Fair enough. LINQ already does this for us, though older versions of LINQ may not have supported this. More importantly, when we try to implement something built-in, we get to understand more of the underlying nuts-and-bolts. When there's less "magic" in how things work, we can make better choices about how to use those things and we can use that knowlege to further our other programming needs.

Is this duck-typing?

Yes! We've used a decorator to provide an implicit interface to a collection that the compiler understands, allowing us to take a pure object with the correct shape and get a collection we can operate on with functional methods. The extension method ToEnumerable duck-types any object with the correct shape to be enumerable. Of course, it's lacking in that it doesn't give good errors when that duck-typing fails. For example:

foreach (var item in new EnumerableDecorator(123))
{
  // will explode at runtime with a NullReference exception,
  // because `GetMethod` and `GetProperty` can return `null`
  // when the requested members aren't found
}

It also doesn't check that the totally correct "shape" exists on the wrapped object:

  • GetEnumerator should return an object with members:
    • Current (object or higher)
    • MoveNext() (returns bool)
    • Reset() (returns void) But that's just validation which I'll leave to you to implement.

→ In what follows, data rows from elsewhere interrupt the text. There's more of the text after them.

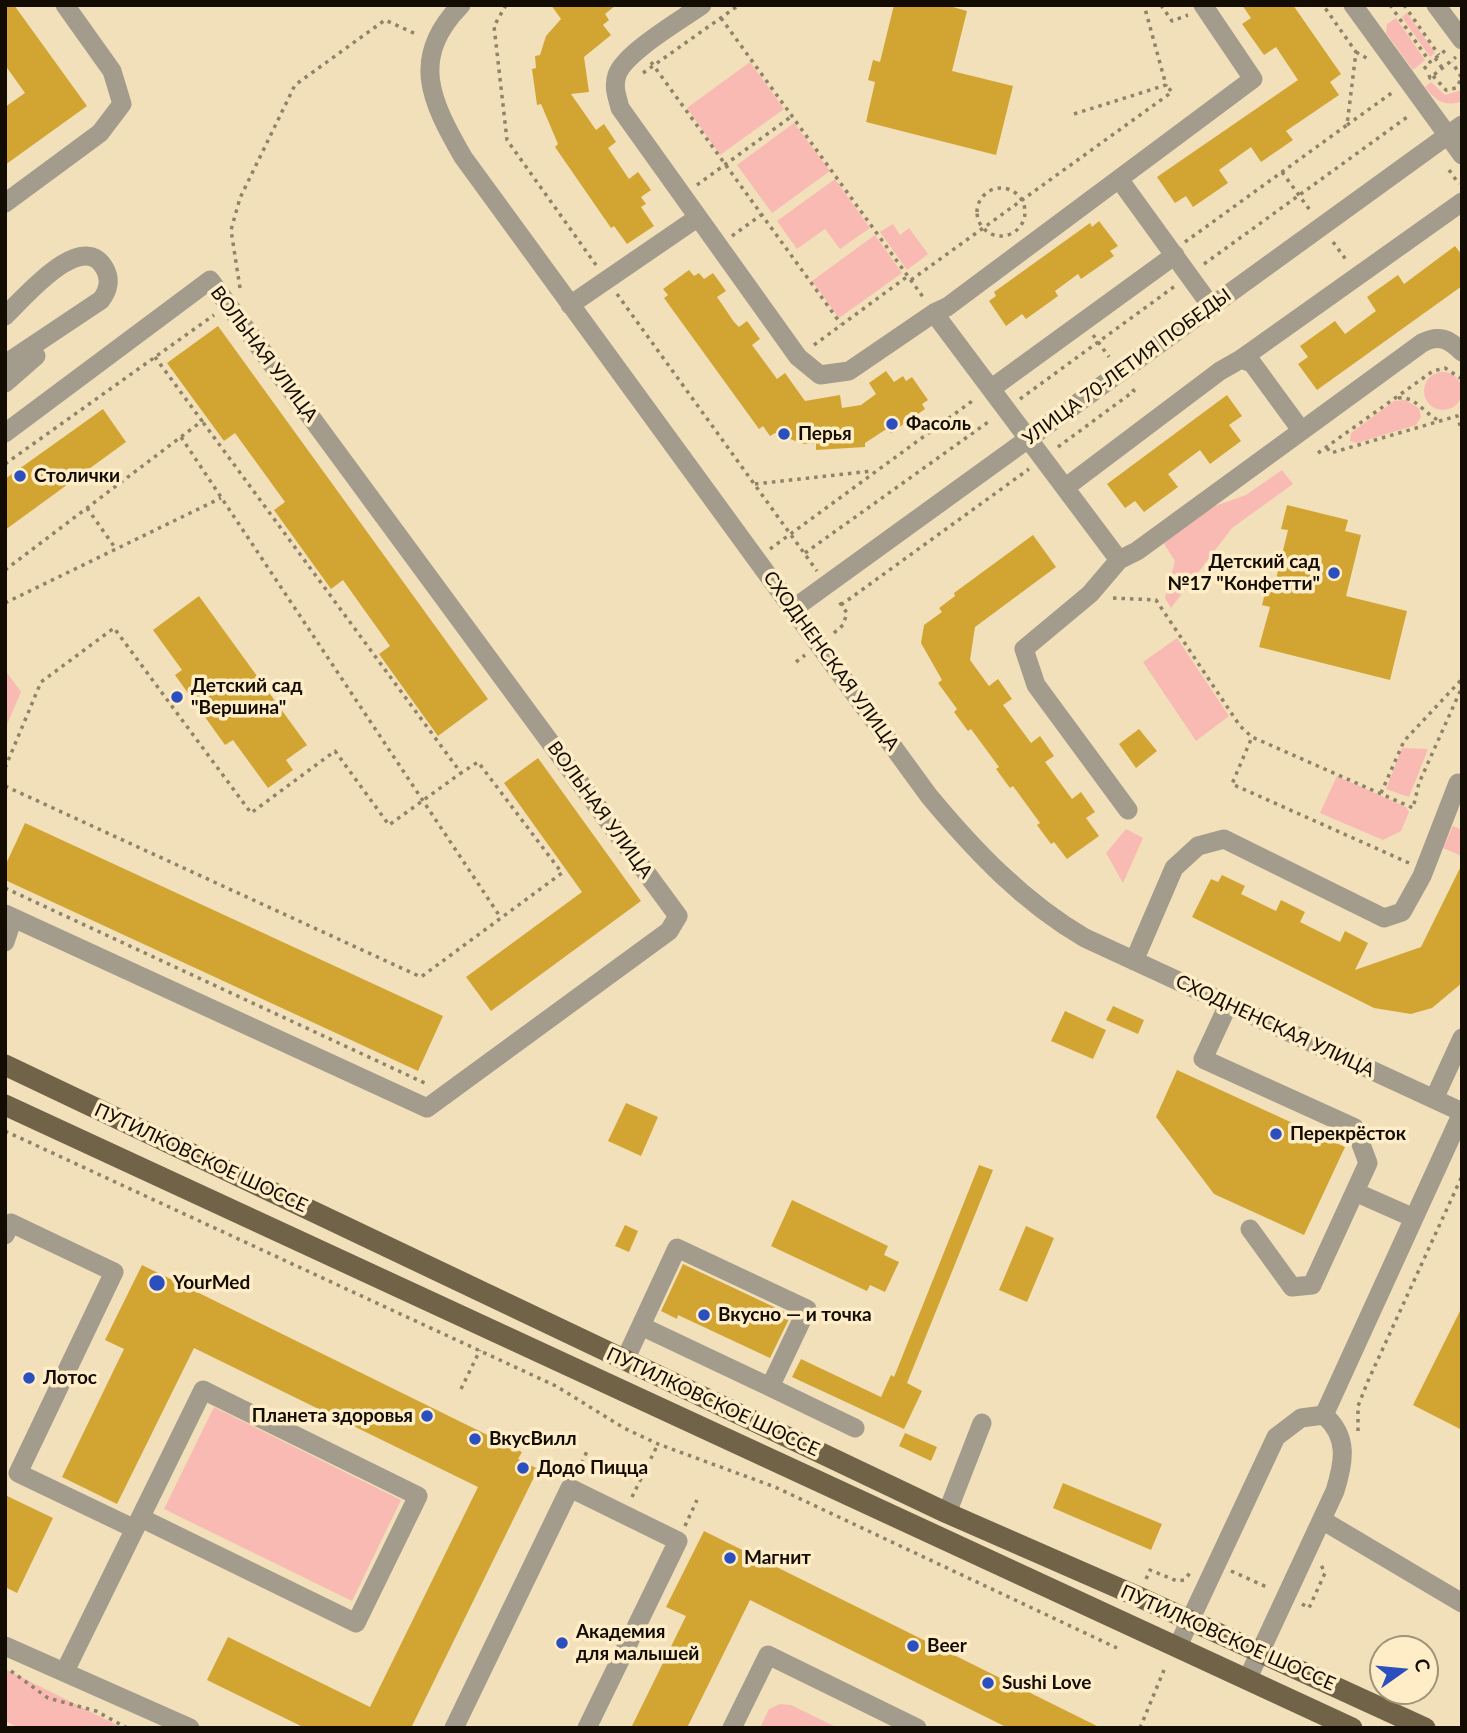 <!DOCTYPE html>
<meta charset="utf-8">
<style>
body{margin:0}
#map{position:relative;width:1467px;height:1733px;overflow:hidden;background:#f1e0ba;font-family:Lato,sans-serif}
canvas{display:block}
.frame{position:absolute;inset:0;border:7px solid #120c02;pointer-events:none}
.north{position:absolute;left:1369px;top:1635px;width:70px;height:70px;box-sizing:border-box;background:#feedc7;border:2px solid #a09378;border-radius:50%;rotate:75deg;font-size:19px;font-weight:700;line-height:28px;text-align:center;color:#120c02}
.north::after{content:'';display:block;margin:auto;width:24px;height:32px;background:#2b4fbe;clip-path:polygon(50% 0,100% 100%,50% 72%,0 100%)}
</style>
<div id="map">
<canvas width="1467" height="1733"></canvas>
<div class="frame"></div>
<div class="north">С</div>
</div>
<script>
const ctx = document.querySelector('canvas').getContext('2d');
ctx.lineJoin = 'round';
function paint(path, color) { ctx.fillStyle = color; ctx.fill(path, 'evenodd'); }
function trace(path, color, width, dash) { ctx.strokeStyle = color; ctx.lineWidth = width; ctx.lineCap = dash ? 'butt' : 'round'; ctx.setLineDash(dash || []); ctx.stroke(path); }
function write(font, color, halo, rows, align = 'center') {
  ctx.font = font + ' Lato,sans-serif'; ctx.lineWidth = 7; ctx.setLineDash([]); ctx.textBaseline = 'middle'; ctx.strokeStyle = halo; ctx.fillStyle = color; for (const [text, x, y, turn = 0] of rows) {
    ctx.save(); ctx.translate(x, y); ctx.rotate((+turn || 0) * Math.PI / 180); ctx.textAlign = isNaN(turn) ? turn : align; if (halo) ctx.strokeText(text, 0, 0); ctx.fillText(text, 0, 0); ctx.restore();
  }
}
const green = new Path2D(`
 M1407 13 1435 53 1430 57 1402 17Z
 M1396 18 1425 60 1413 70 1386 33 1387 24Z
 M750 62 784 109 720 155 687 108Z
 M1431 82 1445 95 1462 90V101C1445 108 1435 100 1425 87Z
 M794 123 830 171 772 213 737 165Z
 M835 179 870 228 840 249 825 229 797 249 777 221Z
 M893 224 900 235 909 228 928 254 907 270 880 232Z
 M875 235 902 273 839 318 812 281Z
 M1424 391a19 19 0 1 1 38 0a19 19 0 1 1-38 0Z
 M1405 400 1419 408 1421 417 1416 425 1357 443 1350 441 1351 433 1394 401Z
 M1282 470 1293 484 1232 528 1171 608 1165 598 1175 561 1163 542 1204 510 1246 495Z
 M1177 638 1229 716 1196 741 1143 662Z
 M5 670 21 692 5 729Z
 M1402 748 1428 749 1409 797 1386 789Z
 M1337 776 1406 807 1409 812 1401 831 1383 840 1320 813Z
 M1453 826 1462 830V856L1443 848Z
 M1126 829 1143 838 1123 883 1106 853Z
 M214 1407 401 1500 352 1601 164 1509Z
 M5 1669 123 1728H19L5 1721Z
 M780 1704 791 1705 838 1728H760L769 1709Z`);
const building = new Path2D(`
 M5 5H14L87 106 5 165V107L25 93 5 65Z
 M551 5H616L605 14 609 20 603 25 611 35 584 57 589 92 571 94 596 130 604 124 616 142 608 148 629 179 638 172 651 190 641 197 646 204 641 207 654 226 627 244 614 226 611 228 555 147 558 144 541 104 537 105 532 69 536 68 535 56 540 55 546 36 561 19Z
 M894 5H946L967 11 952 71 1013 86 996 155 866 122 875 82 868 80 873 60 880 62Z
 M1242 5H1293L1341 74 1330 82 1339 95 1286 131 1293 140 1261 162 1251 147 1219 170 1228 183 1193 207 1186 196 1175 203 1157 177 1298 80 1276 47 1264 55 1242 24 1251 18Z
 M1099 221 1118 246 1110 251 1114 256 1081 279 1078 274 1055 291 1058 296 1026 319 1022 314 1006 326 989 301 996 296 994 292 1090 223 1092 227Z
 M1455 246 1462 255V286L1317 390 1298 364 1308 357 1300 346 1335 321 1345 334 1376 311 1367 297 1398 275 1404 284Z
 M689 270 694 276 699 273 704 279 713 273 726 291 717 297 734 322 739 327 747 321 760 339 752 345 777 379 785 373 805 401 840 395 842 408 861 405 876 394 869 383 886 371 894 382 903 376 906 381 912 377 928 400 922 404 925 409 891 433 888 428 865 443V447L816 450V443L803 444 775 433 770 436 763 426 759 429 664 298 668 295 663 289Z
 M218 326 488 699 438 736 379 654 390 646 343 580 331 589 274 510 285 502 235 433 224 441 167 363Z
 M1227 395 1242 416 1229 425 1241 441 1210 464 1200 450 1168 474 1178 487 1144 512 1135 501 1125 508 1107 484Z
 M103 409 126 442 5 530V479Z
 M1287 505 1348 520 1345 531 1361 535 1346 596 1407 611 1390 680 1259 647 1270 607 1262 605 1267 585 1274 587 1288 530 1281 529Z
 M1033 535 1056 567 975 627 970 660 989 686 998 679 1012 699 1003 705 1031 743 1040 736 1054 756 1045 762 1072 799 1081 792 1095 812 1086 818 1099 836 1067 859 1054 842 1051 844 1037 825 1040 823 1013 786 1010 788 996 769 999 767 971 729 968 731 954 712 957 709 938 683 942 680 921 643 924 625 942 612 939 608 955 596 954 593Z
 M199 596 307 745 286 760 293 770 268 788 233 740 225 745 175 675 182 670 153 630Z
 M1139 729 1157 751 1136 768 1119 744Z
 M538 758 641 901 491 1011 466 977 582 892 504 783Z
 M25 823 443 1016 418 1071 5 880V866Z
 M1462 864V983L1432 1008 1411 1014 1374 1008 1192 917 1211 879 1218 882 1222 875 1245 886 1241 894 1276 911 1281 900 1305 912 1300 922 1340 942 1345 931 1368 943 1355 970 1421 947Z
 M1113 1006 1144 1020 1138 1034 1106 1020Z
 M1065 1011 1106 1030 1093 1059 1051 1041Z
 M1177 1070 1345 1147 1304 1235 1214 1194 1156 1117Z
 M626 1103 658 1117 641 1156 608 1141Z
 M979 1165 993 1170 907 1383 922 1391 904 1429 792 1377 801 1359 881 1397 891 1375 894 1377Z
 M792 1200 888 1246 884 1255 899 1262 885 1292 870 1285 867 1291 771 1246Z
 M625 1225 638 1231 629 1252 615 1246Z
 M1026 1226 1054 1238 1027 1302 999 1290Z
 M683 1264 791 1315 770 1358 678 1315 677 1319 661 1311Z
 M142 1265 522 1452 518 1459 538 1469 411 1728H305L207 1680 228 1637 370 1707 478 1487 194 1348 117 1504 62 1477 124 1349 105 1340Z
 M1462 1307V1430L1413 1405Z
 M905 1433 937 1447 931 1461 899 1446Z
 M1063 1483 1162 1524 1151 1550 1053 1508Z
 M5 1495 53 1518 17 1593 5 1587Z
 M704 1531 1101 1728H1008L750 1600 687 1728H631L686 1616 666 1607Z`);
const path = new Path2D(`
 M506 5 494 26 507 140 596 265
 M1161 5 1172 21 1188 15
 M1390 5 1430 62 1446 50
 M1404 5 1439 55
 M721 18 923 297
 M1356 52 1370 60
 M1435 58 1443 69
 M651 62 841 324
 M1424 69 1430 62
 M643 73 739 5
 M1429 75 1430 78 1456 57
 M1433 76 1446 90 1456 88 1462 78 1452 62
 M1074 114 1166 85 1144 5
 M1347 125 1393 92
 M1449 170 1459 184
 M1282 172 1312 213
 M697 185 792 116
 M977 212a24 24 0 1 1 48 0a24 24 0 1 1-48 0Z
 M732 236 761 215
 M1185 242 1347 125 1356 52 1323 5
 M1333 242 1347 261
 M1204 264 1410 115
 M911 280 1172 92 1166 85
 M240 288 231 230 240 198 295 85 385 20 418 35
 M617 294 817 571
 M1093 335 1109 357
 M814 345 908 276
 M1398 398C1416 396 1422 412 1438 420
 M1020 399 1175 286
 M181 437 501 918
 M1058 447 1134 391 1130 386
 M1327 448 1331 453 1457 416 1462 431
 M1318 453 1433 371 1445 368 1462 379
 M5 464 214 315
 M755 484 872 471
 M87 508 116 549
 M770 549 975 399
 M805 553 991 420
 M5 570 202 421 155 357
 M1113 598 1156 600 1240 726 1252 737
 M5 603 221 498
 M841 605 1029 469
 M834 633 843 625 847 613 838 600
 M796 662 805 655
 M5 768 41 682 114 628 251 813 335 751 389 825 461 773 202 421
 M5 786 421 977 562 873 478 762 461 773
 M1381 793 1404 741 1462 679
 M1409 863 1232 784 1252 737 1413 808 1419 783 1462 687
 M5 888 429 1085
 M5 1131 556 1386 624 1428 658 1444 775 1487 1117 1648
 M461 1389 480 1350
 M1358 1431V1406L1368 1381 1462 1176
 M578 1471 588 1449
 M632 1497 658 1444
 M685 1526 697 1500
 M1231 1571 1269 1588
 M1146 1579 1150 1570 1177 1581 1184 1580 1190 1573
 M1302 1604 1309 1608 1325 1573 1321 1565
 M11 1671 48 1698 96 1711 127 1728
 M1140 1728 1164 1670`);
const minor = new Path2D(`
 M461 5C409 58 431 101 463 157L929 796C974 850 1023 902 1085 938L1462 1112
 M702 5C681 20 624 53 617 75 613 87 617 96 620 108L798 357 820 375 849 371 934 313 1119 560 1137 551 1422 343C1439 334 1449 339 1462 352
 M1353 5 1462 155
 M1436 5 1462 40
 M1119 179 1211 306
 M5 203 100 133 122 104 112 71 65 5
 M570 305 697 218
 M934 313 947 307 1253 79 1203 5
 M5 316C24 298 83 227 105 269 111 280 108 291 101 300L5 364
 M1241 359 1462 202
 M5 383 36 356
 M992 388 1175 255
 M5 433 210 280 678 916 669 931 427 1108 5 914
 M1066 487 1220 371 1241 359 1252 363 1301 430
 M1119 560 1090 594 1024 649 1036 685 1128 810
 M793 609 1462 125
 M5 942 13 918
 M1134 961 1174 868 1198 846 1224 839 1384 918 1402 912 1422 876 1458 783
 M1228 1005 1203 1059 1355 1128 1368 1163 1312 1285 1292 1287 1250 1229
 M1434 1099 1462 1038
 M1355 1192 1414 1218
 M5 1235 11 1223 114 1272 18 1473 135 1529
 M641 1326 770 1387
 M625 1360 677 1248 807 1309 770 1387 855 1428
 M1324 1415 1462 1113
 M947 1513 982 1423
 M1322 1520 1462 1603
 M5 1646 190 1728
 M1178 1646 1276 1437 1301 1418 1324 1415C1349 1437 1344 1462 1335 1491L1247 1680
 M65 1671 203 1390 418 1496 356 1623 141 1518
 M454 1728 570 1488 678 1541 587 1728
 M732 1728 768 1655 917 1728`);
const major = new Path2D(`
 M5 1065 947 1513 1139 1597 1425 1728
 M5 1105 1352 1728`);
const markers = [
 [892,424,7,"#2b4fbe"],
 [784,434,7,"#2b4fbe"],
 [20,476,7,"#2b4fbe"],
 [1334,573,7,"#2b4fbe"],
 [177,697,7,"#2b4fbe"],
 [1276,1134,7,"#2b4fbe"],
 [157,1283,9,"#2b4fbe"],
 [704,1315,7,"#2b4fbe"],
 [29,1378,7,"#2b4fbe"],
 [427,1416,7,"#2b4fbe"],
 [475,1439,7,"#2b4fbe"],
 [523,1468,7,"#2b4fbe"],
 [730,1558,7,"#2b4fbe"],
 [562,1643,7,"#2b4fbe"],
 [913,1646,7,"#2b4fbe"],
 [988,1683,7,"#2b4fbe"]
];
const streetNames = [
 ["ВОЛЬНАЯ УЛИЦА",264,354,53],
 ["УЛИЦА 70-ЛЕТИЯ ПОБЕДЫ",1127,367,-36],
 ["СХОДНЕНСКАЯ УЛИЦА",831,661,54],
 ["ВОЛЬНАЯ УЛИЦА",600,810,54],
 ["СХОДНЕНСКАЯ УЛИЦА",1275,1026,25],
 ["ПУТИЛКОВСКОЕ ШОССЕ",201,1158,25],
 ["ПУТИЛКОВСКОЕ ШОССЕ",713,1402,25],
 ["ПУТИЛКОВСКОЕ ШОССЕ",1228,1638,24]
];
const poiNames = [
 ["Фасоль",906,424],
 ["Перья",798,434],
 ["Столички",34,476],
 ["Детский сад",1320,562,"right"],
 ["№17 \"Конфетти\"",1320,584,"right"],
 ["Детский сад",191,686],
 ["\"Вершина\"",191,708],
 ["Перекрёсток",1290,1134],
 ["YourMed",173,1283],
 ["Вкусно — и точка",718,1315],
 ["Лотос",43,1378],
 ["Планета здоровья",413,1416,"right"],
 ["ВкусВилл",489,1439],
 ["Додо Пицца",537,1468],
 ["Магнит",744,1558],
 ["Академия",576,1632],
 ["для малышей",576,1654],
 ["Beer",927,1646],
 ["Sushi Love",1002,1683]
];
paint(green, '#f8bab3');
paint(building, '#d2a533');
trace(path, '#8f8369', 3.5, [3.5, 5]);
trace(minor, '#a39c8d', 19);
trace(major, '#706347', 21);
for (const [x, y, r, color] of markers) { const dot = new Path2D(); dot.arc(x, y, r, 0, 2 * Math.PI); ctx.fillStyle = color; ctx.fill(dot); trace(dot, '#feedc7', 2.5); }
write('19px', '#120c02', '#feedc7', streetNames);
write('bold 19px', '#120c02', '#feedc7', poiNames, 'left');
</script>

Next up: ToEnumerable<T> should return an object that does the full job of wrapping & providing enumeration instead of doing the enumeration itself -- we're going to make EnumerableDecorator actually implement IEnumerable<T>. You may ask why?

  1. Simpler logic: the enumeration should happen encapsulated in the decorator object so that the extension method is only responsible for performing the wrapping. We may have use for this in other places where, perhaps we'd prefer not to use the extension method (for whatever reason). Also, it's just good separation of concerns.
  2. It's good to consider inbuilt interfaces when working with your own classes: if you're making library code, people already know how to deal with IEnumerable<T> -- they know what to expect from it, and they don't really have to think about how things are done. One of the most useful interfaces in .net (imo) is IDictionary<TKey, TValue>, most especially IDictionary<string, object>, which provides an interface similar to what we'd expect from regular old JavaScript objects. I'll be returning to that interface later -- there comes a time when it becomes pivotal to my particular implementation of a generic duck-typer.